Here's my .02c on the MH v LBX. I tried the LBXI, LBXII, and MH in one day at Guitar Center and Sam Ash. I *HATED *the LBX's at anything below 2 on their post gain (in the 1/4 power mode) which was stupid loud, defeating the purpose of a lunchbox amp. They sounded like broken radios with no bass, all treble, and scratchy gain until you got those power tubes cooking. I gave them the benefit of the doubt and thought GC might have duds so I went to Sam Ash across the street. Same problem.

The MH on the other hand sounded great at both stores through a Mesa and matching Peavey 1x12. So I ordered a used model on Reverb for $300 and saved myself $250ish ($350ish if I'd have gone with the LBX).

Some people say they don't have the broken-radio problem with the LBXs. Again, I'll give the benefit of the doubt and admit it's possible that both GC and Sam Ash had duds.

But go try em both in store if you have the opportunity and go with your gut. I did and I've literally never been happier with my practicing tone at home. It's truly inspired me to practice more which has lead to my playing improving more these past 3 months than the past 3 years.


----------



## kylendm (Sep 29, 2017)

I just got a MH in a trade today. I've only played it for a little bit but I can say that I like what I hear. I've only played it through my cab with K100s but it's got plenty of bottom end to it.


----------



## chopeth (Sep 30, 2017)

Neither... get an Ironball


----------



## KailM (Sep 30, 2017)

thebrokeguitarist said:


> Here's my .02c on the MH v LBX. I tried the LBXI, LBXII, and MH in one day at Guitar Center and Sam Ash. I *HATED *the LBX's at anything below 2 on their post gain (in the 1/4 power mode) which was stupid loud, defeating the purpose of a lunchbox amp. They sounded like broken radios with no bass, all treble, and scratchy gain until you got those power tubes cooking. I gave them the benefit of the doubt and thought GC might have duds so I went to Sam Ash across the street. Same problem.

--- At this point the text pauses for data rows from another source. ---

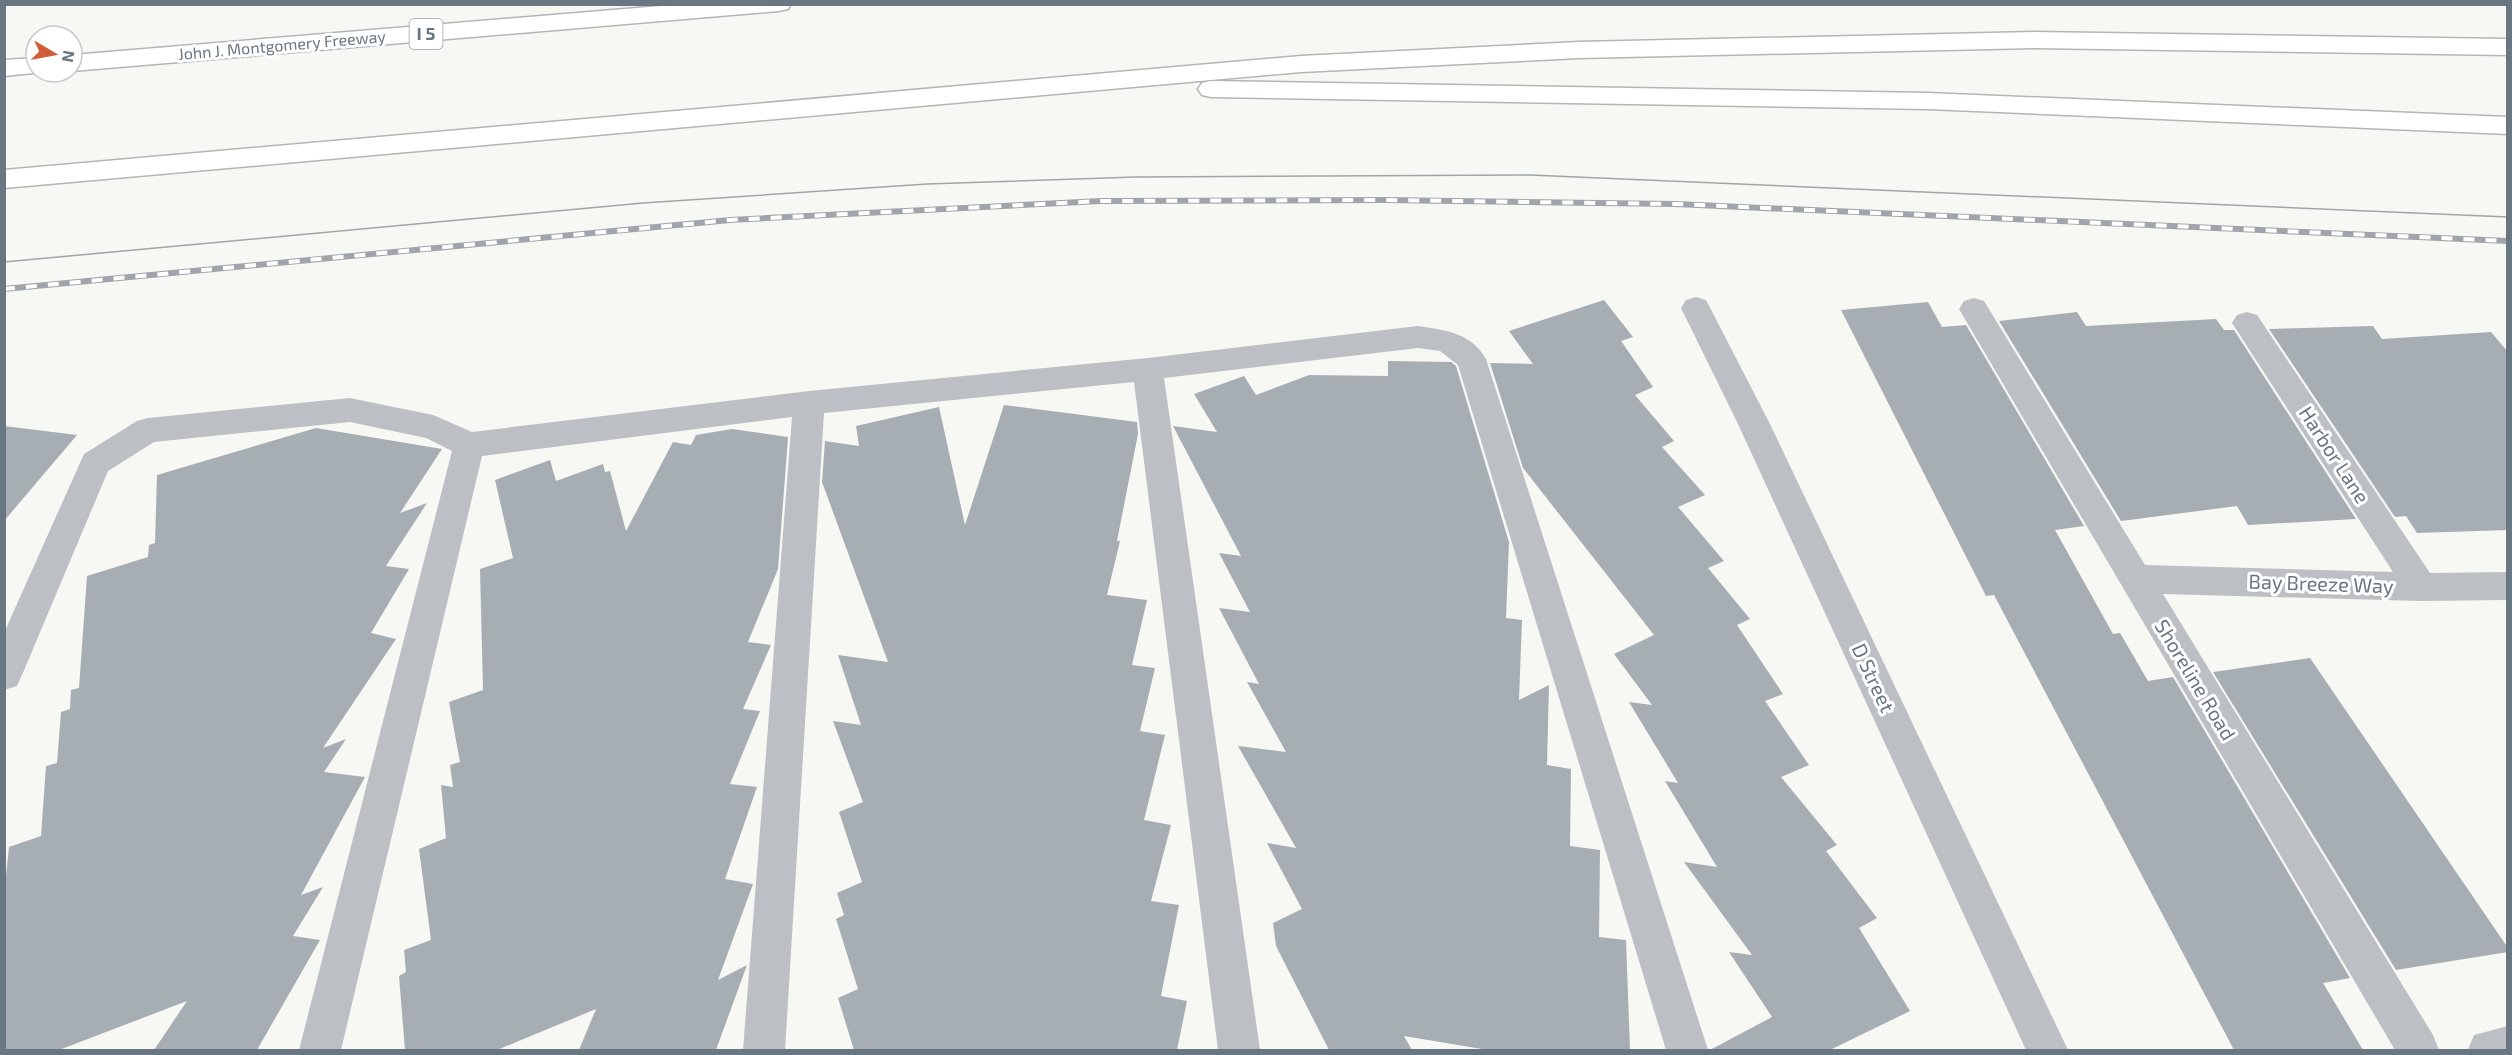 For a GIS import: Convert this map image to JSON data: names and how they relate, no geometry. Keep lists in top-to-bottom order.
{
  "streets": {
    "highway": ["I 5", "John J. Montgomery Freeway"],
    "street": [
      "Harbor Lane",
      "Bay Breeze Way",
      "D Street",
      "Shoreline Road"
    ]
  },
  "crossings": [
    ["Harbor Lane", "Bay Breeze Way"],
    ["Bay Breeze Way", "Shoreline Road"]
  ],
  "north": "right"
}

This was exactly my experience with the LBX II as well. It sounded TERRIBLE at low volumes in all power modes. Like AM-radio bad. I turned it up a bit and I could tell the sound was going to improve, but at that point it was WAY too loud to play in a store. My 6505 120-watt head sounds FAR better at lower volumes than that. I played a 5150 III 50 watt head another time and that amp also sounded 10X better than the LBX at low volumes. The LBX may sound good at high volumes, but that kind of defeats the purpose, doesn't it?

I am of the firm opinion that the only reason to buy a lunchbox style head is because of the size and weight. Otherwise, bigger amps sound better in all situations. Including TV volumes.


----------



## Sogradde (Sep 30, 2017)

Got an LBX mk. I and I honestly use it mostly for band and live things because it's stupidly loud but sounds well at high volumes.


----------



## chopeth (Sep 30, 2017)

KailM said:


> This was exactly my experience with the LBX II as well. It sounded TERRIBLE at low volumes in all power modes. Like AM-radio bad. I turned it up a bit and I could tell the sound was going to improve, but at that point it was WAY too loud to play in a store. My 6505 120-watt head sounds FAR better at lower volumes than that. I played a 5150 III 50 watt head another time and that amp also sounded 10X better than the LBX at low volumes. The LBX may sound good at high volumes, but that kind of defeats the purpose, doesn't it?
> 
> I am of the firm opinion that the only reason to buy a lunchbox style head is because of the size and weight. Otherwise, bigger amps sound better in all situations. Including TV volumes.



That's exactly my experience too though I didn't bother explaining but just the "neither, buy an Ironball". That's why I keep and love my 5153 50w, but the lbxs aren't for me. They start being bearable at insane volume levels.


----------



## rexbinary (Sep 30, 2017)

chopeth said:


> That's exactly my experience too though I didn't bother explaining but just the "neither, buy an Ironball". That's why I keep and love my 5153 50w, but the lbxs aren't for me. They start being bearable at insane volume levels.



That's only a problem with the LBX II. It's flawed. The LBX I is great at low volumes.

http://sevenstring.org/threads/evh-lbx-2.321914/#post-4741895


----------



## Fretwreck (Sep 30, 2017)

When it comes to the high gain side of things, I've owned a duel rec (multi watt version),evh 50 watt, and victory kraken. So far I like the peavey 6534+ better. Been watching demos of various lunch box amps and for the price I'm liking the 6505 mh the most. Gonna have to head to the city and try one.


----------